Ребров повесил шинель Ольги на вешалку, она сняла фуражку и прошла в маленькую смежную комнату. Иванилов вынул из комода серую папку, положил на стол.
— И поаккуратней, Петр Федорович, — Ребров прошел на кухню, посмотрел в окно. — У нас сегодня тяжелейший день.
— Все понял, — Иванилов с улыбкой вошел в смежную комнату и запер за собой дверь. Окно в комнате было плотно зашторено. Сидя на узкой кровати в углу, Ольга снимала сапоги.
Посередине комнаты стояло старое зубоврачебное кресло, над изголовьем которого был укреплен на столе стул с круглым отверстием в днище. Иванилов проворно разделся догола, положив одежду на угол кровати:
— Светлана Викторовна, давайте помогу.
— Отойдите! — дернула головой Ольга. Он отошел и встал возле кресла, поглаживая себя по плечам. Она разделась и села в кресло. Иванилов влез на стол, сел на укрепленный стул, спиной к Ольге. Его зад просунулся в отверстие, навис над Ольгиным лицом.
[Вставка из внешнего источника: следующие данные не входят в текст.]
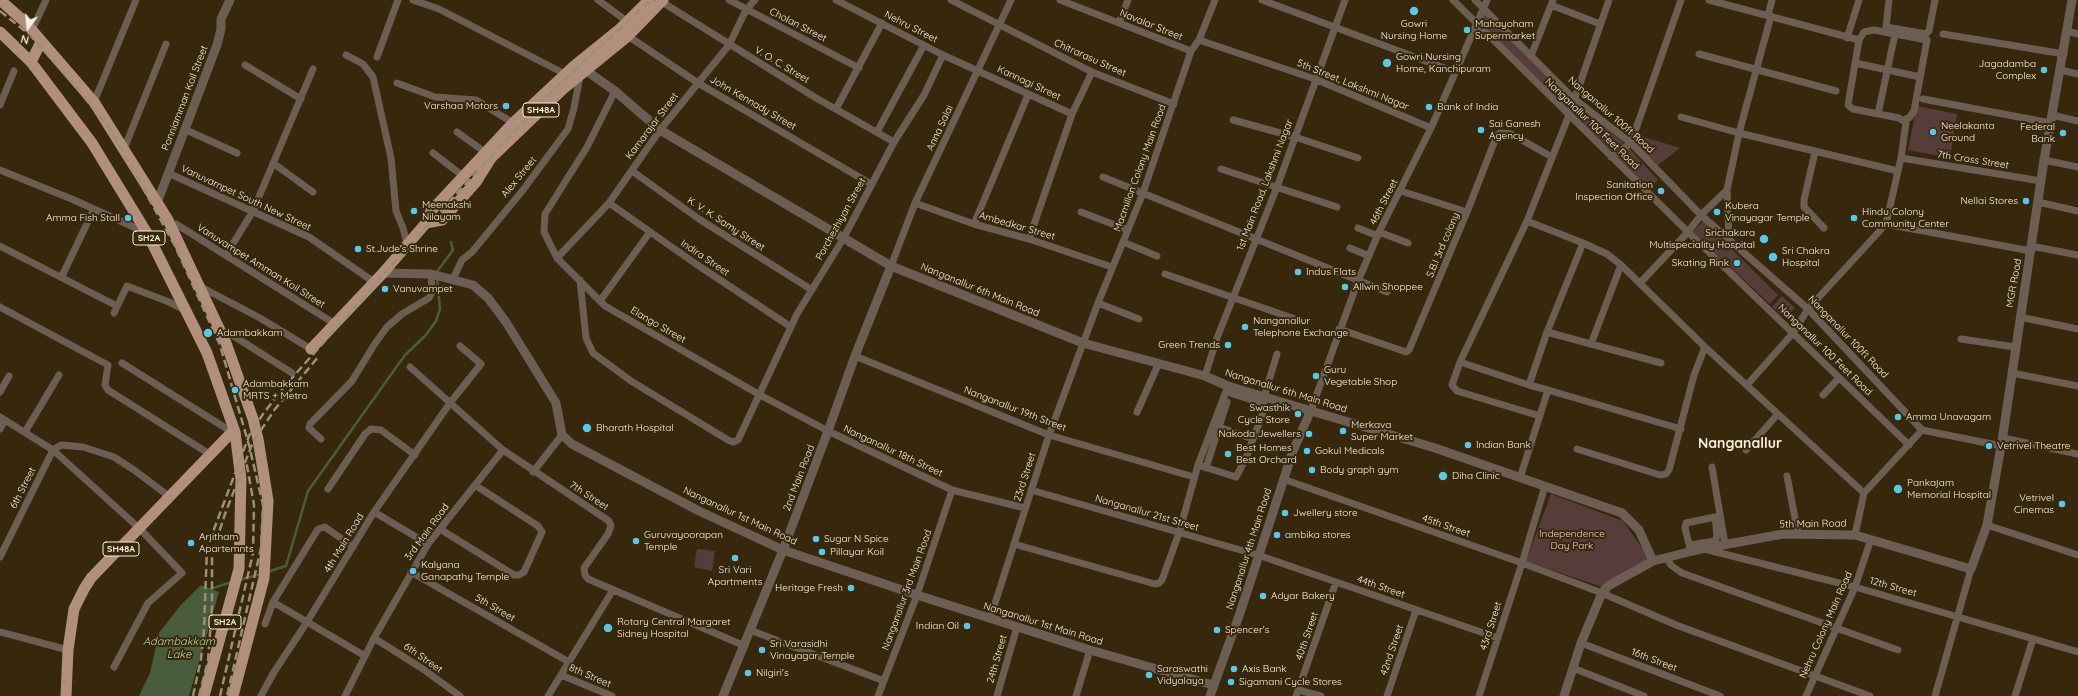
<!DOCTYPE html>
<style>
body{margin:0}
#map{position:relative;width:2078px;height:696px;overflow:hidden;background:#37280d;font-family:Quicksand,sans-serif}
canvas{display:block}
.north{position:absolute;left:8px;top:8px;width:40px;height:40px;-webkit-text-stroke:3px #37280d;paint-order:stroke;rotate:195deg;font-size:11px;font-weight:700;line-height:16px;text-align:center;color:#f9efdf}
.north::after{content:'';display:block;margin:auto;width:14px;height:18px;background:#f9efdf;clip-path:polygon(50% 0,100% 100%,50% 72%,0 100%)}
</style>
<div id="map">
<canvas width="2078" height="696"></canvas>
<div class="north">N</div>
</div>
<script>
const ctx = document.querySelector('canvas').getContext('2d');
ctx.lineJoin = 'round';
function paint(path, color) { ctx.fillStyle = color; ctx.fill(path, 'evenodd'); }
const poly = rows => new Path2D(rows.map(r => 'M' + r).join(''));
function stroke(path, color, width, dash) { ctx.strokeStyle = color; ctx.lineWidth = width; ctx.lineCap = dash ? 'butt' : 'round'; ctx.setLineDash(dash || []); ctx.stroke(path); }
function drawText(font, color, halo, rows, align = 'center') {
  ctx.font = font + ' Quicksand,sans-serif'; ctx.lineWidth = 4; ctx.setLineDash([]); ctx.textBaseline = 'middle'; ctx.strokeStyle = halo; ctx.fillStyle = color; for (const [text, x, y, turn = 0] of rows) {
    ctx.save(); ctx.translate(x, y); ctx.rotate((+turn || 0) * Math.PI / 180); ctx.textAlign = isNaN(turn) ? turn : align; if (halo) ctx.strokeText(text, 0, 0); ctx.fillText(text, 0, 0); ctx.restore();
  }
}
paint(poly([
 [1485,13,1571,99,1567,111,1480,25],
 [1576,102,1624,143,1612,151,1571,114],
 [1917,106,1957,114,1950,158,1908,150],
 [1637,135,1680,148,1658,165,1635,144],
 [1628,147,1658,180,1648,189,1616,157],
 [1703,221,1778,295,1770,304,1693,232],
 [1782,296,1795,308,1786,318,1772,307],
 [1551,494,1623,521,1651,561,1602,587,1526,561],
 [697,549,715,551,712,571,694,567]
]), '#573d3a');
paint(poly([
 [201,585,219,592,189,696,139,696,150,673,159,633,180,606]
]), '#495d3d');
stroke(poly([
 [436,273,453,250,451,242],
 [267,572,286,566,308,491,405,355,425,336,436,321,440,309,437,278],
 [239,580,261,574],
 [209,591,210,589,232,582]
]), '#495d3d', 2.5);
stroke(poly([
 [413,0,439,9,565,74],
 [598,0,628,22],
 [729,0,859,68],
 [836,0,943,55,1072,114],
 [951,0,1092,72,1174,104],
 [1060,0,1191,51],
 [1262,0,1455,72],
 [1453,0,1688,232,1909,445],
 [1475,0,1573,98,1631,143,1701,215,1808,309,1922,430],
 [1709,0,1859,40,1848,105,1853,109,1899,118,1906,123,1901,158,1886,224],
 [1889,0,1886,27,1926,34,1929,31,1935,0],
 [662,2,816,98,894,142],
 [1551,5,1600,24],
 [1768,15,1772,0],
 [1119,23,1128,0],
 [32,30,46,0],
 [2067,31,2078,34],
 [1943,34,2064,54],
 [628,36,698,83,871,184],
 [1847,38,1859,0],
 [1199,40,1315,79,1431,128],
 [1859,40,1864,32,1874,30,1927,40,1914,111,1910,117,1904,120],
 [1699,54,1836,91],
 [346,55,363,64,373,77,391,158,396,211,403,228,407,244],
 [1531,56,1553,0],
 [377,57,398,0],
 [1855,63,1920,77],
 [245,65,301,99],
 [2061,70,2078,74],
 [397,83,435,97,476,100,513,123],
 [615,91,587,147,545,214,544,232,557,258,605,306,760,395,828,431,952,490,1025,508],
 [1923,99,2051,123],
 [94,102,136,0],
 [0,105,14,71],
 [836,109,882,23],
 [1878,114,1895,34],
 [2052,115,2078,121],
 [1681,117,1739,133,1898,171],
 [1233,120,1295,137,1358,158],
 [184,129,237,153],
 [457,132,486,153],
 [877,132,924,45],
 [124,149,166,44],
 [1815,152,1804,200,1804,207,1824,228],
 [433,153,463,176],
 [1611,157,1631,143,1681,0],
 [1901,158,2041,181],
 [2044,160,2078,167],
 [273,163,313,192],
 [1221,169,1337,207],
 [0,170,74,200,147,233],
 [632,171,699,219,812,290],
 [168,173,309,237,374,282],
 [1103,177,1387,292],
 [1727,190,1729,239],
 [1401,191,1467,212],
 [2038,202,2078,211],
 [609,203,696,264,791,327],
 [915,203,974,224,1029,239,1112,267],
 [1081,212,1128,230],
 [1527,221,1583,243,1607,254,1621,265,1705,347,1864,493],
 [176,224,335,324],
 [974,224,1028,95],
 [1358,228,1378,236],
 [1379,232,1408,243],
 [1029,239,1072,114,1092,72],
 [1123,242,1157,256],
 [0,246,117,306],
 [2031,246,2078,255],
 [1350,248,1369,256],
 [226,255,253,211,313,69],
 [557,258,609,203,660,130,729,45,746,10,755,0],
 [1621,265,1591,344,1661,363],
 [891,266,915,203,1011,0],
 [1165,274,1298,320],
 [62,276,94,209],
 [453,279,462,260,472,252,523,190,568,129,574,108,580,76],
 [580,280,586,338,593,353,631,381,728,440,733,442,738,440,797,314,843,239,894,142,924,95,943,55],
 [1640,283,1688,232,1701,215,1727,190,1739,133,1771,16],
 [201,287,260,318,311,349],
 [600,301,650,232],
 [1098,303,1139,319],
 [0,307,108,365,105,385,108,390,211,455],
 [114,313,127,286,169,302,185,310],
 [2020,317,2078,329],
 [1339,329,1406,352,1409,350,1467,212,1497,135,1501,133,1511,134,1552,157],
 [1547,332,1591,344],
 [229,333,292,373],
 [1961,339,2015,347],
 [855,356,1049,435,1194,477],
 [1460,362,1529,385],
 [122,363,232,432],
 [410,367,503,450,609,521,611,526,608,534,584,568,585,575,588,579,745,646],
 [2012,373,2078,386],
 [1205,376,1217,338,1277,187,1345,0],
 [1747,385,1793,333,1808,309,1886,224,2031,251],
 [1548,390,1529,385,1547,332,1583,243],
 [0,392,9,376],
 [1230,393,1264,404,1263,413,1253,439],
 [1823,395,1839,378],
 [1264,397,1277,354],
 [1311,410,1358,281,1379,232,1431,128,1487,0],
 [1137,412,1158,365],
 [1540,416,1457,391,1452,385,1460,362,1527,221,1569,115,1609,0],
 [0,417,53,450,140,529,182,573,148,603,114,667],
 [0,429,5,420],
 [1922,430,2002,446],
 [25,432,59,375],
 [2003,438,2078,454],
 [321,439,309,428,310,424,352,381,374,345,387,327,402,314,429,298,432,292,431,274],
 [1577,449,1660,475,1666,474,1669,470,1694,375,1705,347],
 [1746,450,1778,414],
 [1198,465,1236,477,1246,458,1253,439,1213,425],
 [1712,467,1725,544],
 [1206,468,1227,402],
 [533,472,562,435],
 [1787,476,1798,534],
 [1520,478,1548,390,1681,429],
 [1283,479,1522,563,1602,593,1676,625,1870,696],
 [328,489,365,434,371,429,381,430,415,455],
 [1031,490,1258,555,1498,638],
 [374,512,428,544],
 [1987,525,2078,555],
 [440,529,514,575,519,575,524,572,542,532,538,526,475,485],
 [1855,535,1864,493,1922,430],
 [1014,544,1155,584,1159,583,1162,580,1179,533,1198,465,1228,386],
 [1690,545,1715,541,1717,536,1715,517],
 [1704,549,1855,587,2078,652],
 [1691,552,1685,528,1686,523,1720,516],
 [0,557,53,450,61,445,83,447,114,457,134,470,170,497],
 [1666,558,1672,566,1682,573,1898,650],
 [411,572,569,662],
 [273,602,365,656],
 [990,619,1049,435,1098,303,1143,193,1191,51,1199,40,1215,0],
 [265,624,273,602,318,529,325,527,353,547],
 [750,630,884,681],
 [0,632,68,650],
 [374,638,423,669,460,696],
 [1581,643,1720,696],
 [1573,668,1644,696],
 [561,675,612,696],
 [1298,690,1321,696],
 [261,696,274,672,307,622,374,512,450,403,481,364,460,346],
 [345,696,374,638,428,544,503,450],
 [548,696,613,590],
 [878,696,917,595,952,490],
 [997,696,1017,627],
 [1076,696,1090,650],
 [1296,696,1336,582],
 [1387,696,1416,610],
 [1479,696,1522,563,1545,486],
 [1806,696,1855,587,1871,539],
 [1935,696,1971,569],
 [2015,696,2033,639]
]), '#6d5e54', 7);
stroke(poly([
 [581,67,615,91,660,130,891,266,1083,343,1205,376,1228,386,1435,448,1622,513,1639,530,1653,561],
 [157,203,217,45,221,29,221,19,230,0],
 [383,273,431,274,473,285,488,298,506,322,556,403,562,435,572,444,699,511,783,550,917,595,1090,650,1213,685],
 [723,696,783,550,828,431,855,356,891,266],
 [1210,696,1240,613,1293,451,1311,410],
 [1564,696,1581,643,1602,593,1608,586,1653,561,1701,549,1783,534,1855,535,1971,569,1987,525,2002,441,2044,160,2072,0]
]), '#6d5e54', 9);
stroke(poly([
 [0,0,25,22,94,102,168,220,226,343,253,419,258,439,268,501,264,578,233,696],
 [0,32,31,62,92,143,147,233,207,353,235,432,241,479,239,569,204,696],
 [31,62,41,42],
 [426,223,442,220,476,182,491,158,563,89,628,36,663,0],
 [311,349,383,273,426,223,431,211,513,123,574,66,621,28,649,0],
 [66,696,68,650,74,609,84,589,91,578,232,432,235,432]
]), '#b08f7c', 11);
stroke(poly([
 [0,11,30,35,73,83,112,132,175,246,220,345,249,445,263,505,261,548,227,696],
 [193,696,201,659,204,629,207,548,249,436,263,414,284,387,425,228,553,90,651,0],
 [199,696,208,661,212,607,212,554,225,514,253,442,275,409,319,356],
 [220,696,253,553,254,505,246,460]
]), '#9b8f79', 2.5, [8, 4]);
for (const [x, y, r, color] of [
 [1414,11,5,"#59c8e4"],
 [1467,30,4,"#59c8e4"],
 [1387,63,5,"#59c8e4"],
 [2044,70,4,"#59c8e4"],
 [506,106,4,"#59c8e4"],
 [1429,107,4,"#59c8e4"],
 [1481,130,4,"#59c8e4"],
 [1933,132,4,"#59c8e4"],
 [2063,133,4,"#59c8e4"],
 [1661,191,4,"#59c8e4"],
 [2026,201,4,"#59c8e4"],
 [414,211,4,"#59c8e4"],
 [1717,212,4,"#59c8e4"],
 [128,218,4,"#59c8e4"],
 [1854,218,4,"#59c8e4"],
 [1764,239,5,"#59c8e4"],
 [358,249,4,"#59c8e4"],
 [1773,257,5,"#59c8e4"],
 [1737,263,4,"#59c8e4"],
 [1298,272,4,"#59c8e4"],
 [1345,287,4,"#59c8e4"],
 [385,289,4,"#59c8e4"],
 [1245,327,4,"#59c8e4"],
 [208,333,5,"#59c8e4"],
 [1228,345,4,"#59c8e4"],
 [1316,376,4,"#59c8e4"],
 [235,390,4,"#59c8e4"],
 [1298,414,4,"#59c8e4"],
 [1898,417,4,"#59c8e4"],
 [587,428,5,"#59c8e4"],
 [1343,431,4,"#59c8e4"],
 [1309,434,4,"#59c8e4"],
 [1468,445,4,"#59c8e4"],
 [1989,446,4,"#59c8e4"],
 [1307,451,4,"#59c8e4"],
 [1228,454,4,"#59c8e4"],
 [1312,470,4,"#59c8e4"],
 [1443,476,5,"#59c8e4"],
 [1898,489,5,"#59c8e4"],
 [2062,504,4,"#59c8e4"],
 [1285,513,4,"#59c8e4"],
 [1277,535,4,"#59c8e4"],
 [816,539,4,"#59c8e4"],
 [636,541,4,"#59c8e4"],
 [191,543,4,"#59c8e4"],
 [822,552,4,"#59c8e4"],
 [735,558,4,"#59c8e4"],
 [413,571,4,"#59c8e4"],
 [851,588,4,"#59c8e4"],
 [1263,596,4,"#59c8e4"],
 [967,626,4,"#59c8e4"],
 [608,628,5,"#59c8e4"],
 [1217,630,4,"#59c8e4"],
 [762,650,4,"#59c8e4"],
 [1234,669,4,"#59c8e4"],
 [748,673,4,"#59c8e4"],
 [1149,675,4,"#59c8e4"],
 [1231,682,4,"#59c8e4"]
]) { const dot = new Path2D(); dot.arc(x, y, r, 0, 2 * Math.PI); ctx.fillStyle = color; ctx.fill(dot); stroke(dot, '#37280d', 1.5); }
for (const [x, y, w] of [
 [541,110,36],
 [149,238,32],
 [121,549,36],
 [225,622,32]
]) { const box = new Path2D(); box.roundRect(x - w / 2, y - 7, w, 14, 3); ctx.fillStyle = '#37280d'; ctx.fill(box); stroke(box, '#f9efdf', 1); }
drawText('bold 9px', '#f9efdf', null, [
 ["SH48A",541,110],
 ["SH2A",149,238],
 ["SH48A",121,549],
 ["SH2A",225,622]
]);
drawText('10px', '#f9efdf', '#37280d', [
 ["Gowri",1414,24,"center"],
 ["Nursing Home",1414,36,"center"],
 ["Mahayoham",1475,24],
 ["Supermarket",1475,36],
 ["Gowri Nursing",1396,57],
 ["Home, Kanchipuram",1396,69],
 ["Jagadamba",2036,64,"right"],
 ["Complex",2036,76,"right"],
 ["Varshaa Motors",498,106,"right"],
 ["Bank of India",1437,107],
 ["Sai Ganesh",1489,124],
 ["Agency",1489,136],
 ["Neelakanta",1941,126],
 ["Ground",1941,138],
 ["Federal",2055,127,"right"],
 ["Bank",2055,139,"right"],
 ["Sanitation",1653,185,"right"],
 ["Inspection Office",1653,197,"right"],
 ["Nellai Stores",2018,201,"right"],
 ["Meenakshi",422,205],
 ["Nilayam",422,217],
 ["Kubera",1725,206],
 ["Vinayagar Temple",1725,218],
 ["Hindu Colony",1862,212],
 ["Community Center",1862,224],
 ["Amma Fish Stall",120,218,"right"],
 ["Srichakara",1755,233,"right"],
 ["Multispeciality Hospital",1755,245,"right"],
 ["St.Jude's Shrine",366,249],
 ["Sri Chakra",1782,251],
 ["Hospital",1782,263],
 ["Skating Rink",1729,263,"right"],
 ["Indus Flats",1306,272],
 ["Allwin Shoppee",1353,287],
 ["Vanuvampet",393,289],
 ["Nanganallur",1253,321],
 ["Telephone Exchange",1253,333],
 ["Adambakkam",217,333],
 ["Green Trends",1220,345,"right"],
 ["Guru",1324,370],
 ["Vegetable Shop",1324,382],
 ["Adambakkam",243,384],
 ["MRTS + Metro",243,396],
 ["Swasthik",1290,408,"right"],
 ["Cycle Store",1290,420,"right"],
 ["Amma Unavagam",1906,417],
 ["Merkava",1351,425],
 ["Super Market",1351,437],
 ["Bharath Hospital",596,428],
 ["Nakoda Jewellers",1301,434,"right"],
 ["Indian Bank",1476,445],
 ["Vetrivel Theatre",1997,446],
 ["Best Homes",1236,448],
 ["Best Orchard",1236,460],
 ["Gokul Medicals",1315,451],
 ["Body graph gym",1320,470],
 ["Diha Clinic",1452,476],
 ["Pankajam",1907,483],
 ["Memorial Hospital",1907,495],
 ["Vetrivel",2054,498,"right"],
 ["Cinemas",2054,510,"right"],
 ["Jwellery store",1293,513],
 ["Guruvayoorapan",644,535],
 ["Temple",644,547],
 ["ambika stores",1285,535],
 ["Arjitham",199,537],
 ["Apartemnts",199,549],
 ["Sugar N Spice",824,539],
 ["Pillayar Koil",830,552],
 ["Kalyana",421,565],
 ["Ganapathy Temple",421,577],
 ["Sri Vari",735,570,"center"],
 ["Apartments",735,582,"center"],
 ["Heritage Fresh",843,588,"right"],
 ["Adyar Bakery",1271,596],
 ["Rotary Central Margaret",617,622],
 ["Sidney Hospital",617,634],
 ["Indian Oil",959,626,"right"],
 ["Spencer's",1225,630],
 ["Sri Varasidhi",770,644],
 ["Vinayagar Temple",770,656],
 ["Saraswathi",1157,669],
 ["Vidyalaya",1157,681],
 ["Axis Bank",1242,669],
 ["Nilgiri's",756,673],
 ["Sigamani Cycle Stores",1239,682]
], 'left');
drawText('10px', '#f9efdf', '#37280d', [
 ["Cholan Street",798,25,27],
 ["Navalar Street",1151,25,22],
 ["Nehru Street",911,27,27],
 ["Chitrarasu Street",1090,58,24],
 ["V. O. C. Street",782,65,31],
 ["Kannagi Street",1029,83,25],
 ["5th Street, Lakshmi Nagar",1353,85,22],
 ["Ponniamman Koil Street",185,98,-69],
 ["John Kennady Street",753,103,30],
 ["Nanganallur 100ft Road",1611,115,41],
 ["Nanganallur 100 Feet Road",1592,124,44],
 ["Kamarajar Street",652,126,-53],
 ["Anna Salai",940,128,-65],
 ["7th Cross Street",1973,160,9],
 ["Macmillon Colony Main Road",1140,168,-70],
 ["Alex Street",519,177,-51],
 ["1st Main Road, Lakshmi Nagar",1265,185,-69],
 ["Vanuvampet South New Street",246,198,25],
 ["46th Street",1384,202,-63],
 ["Porchezhiyan Street",841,219,-61],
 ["K. V. K. Samy Street",726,224,33],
 ["Ambedkar Street",1017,226,16],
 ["S.B.I 3rd colony",1443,245,-67],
 ["Indira Street",705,258,34],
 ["Vanuvampet Amman Koil Street",261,266,32],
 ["MGR Road",2014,283,-80],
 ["Nanganallur 6th Main Road",980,290,22],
 ["Elango Street",658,325,30],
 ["Nanganallur 100ft Road",1848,337,46],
 ["Nanganallur 100 Feet Road",1825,350,44],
 ["Nanganallur 6th Main Road",1286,391,17],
 ["Nanganallur 19th Street",1015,409,21],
 ["Nanganallur 18th Street",893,451,25],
 ["23rd Street",1025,477,-72],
 ["2nd Main Road",799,478,-69],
 ["6th Street",23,488,-63],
 ["7th Street",589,496,33],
 ["Nanganallur 21st Street",1147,513,16],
 ["Nanganallur 1st Main Road",740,516,25],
 ["5th Main Road",1813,524,-1],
 ["45th Street",1446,526,19],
 ["3rd Main Road",427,532,-54],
 ["4th Main Road",344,543,-59],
 ["Nanganallur 4th Main Road",1249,549,-72],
 ["44th Street",1381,587,19],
 ["12th Street",1893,587,16],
 ["Nanganallur 3rd Main Road",907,590,-70],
 ["5th Street",495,608,30],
 ["Nanganallur 1st Main Road",1043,624,17],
 ["Nehru Colony Main Road",1826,625,-66],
 ["43rd Street",1491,626,-72],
 ["40th Street",1307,636,-71],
 ["42nd Street",1392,650,-71],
 ["6th Street",423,658,35],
 ["24th Street",997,659,-74],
 ["16th Street",1654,660,21],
 ["8th Street",590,676,23]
]);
drawText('10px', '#f6c9c4', '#37280d', [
 ["Independence",1572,534],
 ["Day Park",1572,546]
]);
drawText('italic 11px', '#b2d69e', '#37280d', [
 ["Adambakkam",179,642],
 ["Lake",179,655]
]);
drawText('bold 14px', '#f9efdf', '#37280d', [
 ["Nanganallur",1740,444]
]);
</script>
— Только не быстро, — произнесла Ольга, крепко берясь за подлокотники.
— Само собой… — Иванилов напрягся, шумно и протяжно выпустил газы в лицо Ольги. Она открыла рот, приложила к его анусу. Иванилов стал медленно испражняться ей в рот, тихо кряхтя. Ольга судорожно глотала кал, часто вдыхая носом. Голые ноги ее дрожали.
— Все, — пробормотал Иванилов, приподнимаясь. Ольга сползла с кресла на пол и замерла, всхлипывая и громко дыша.
— Все, все, — Иванилов слез со стола на пол, стал одеваться. — какой сегмент?
Ольга не ответила.
— Ну, я тогда там… — он оделся и вышел из комнаты.
Ребров пил молоко на кухне.
— А какой сегмент-то? — громко спросил Иванилов. Ребров поставил стакан, вошел в комнату:
— Восемнадцатый.
— Так. Восемнадцатый, — Иванилов выдвинул нужный ящик сегментной картотеки, достал след.
— И пожалуйста в двух экземплярах.
— Хорошо, хорошо.
Иванилов вынул из папки две разметные сетки, приложил след и обвел.
Вошла Ольга, застегивая китель.
— Как вы? — приблизился Ребров. Она покачала головой. Он вынул носовой платок, вытер ее коричневые губы:
— Все будет хорошо.
— Сделано, — Иванилов убрал след и папку и тут же включил телевизор. — Интересно, продавит он собственность?
Ольга пошла одеваться. Ребров взял сетки, сложил, спрятал в карман.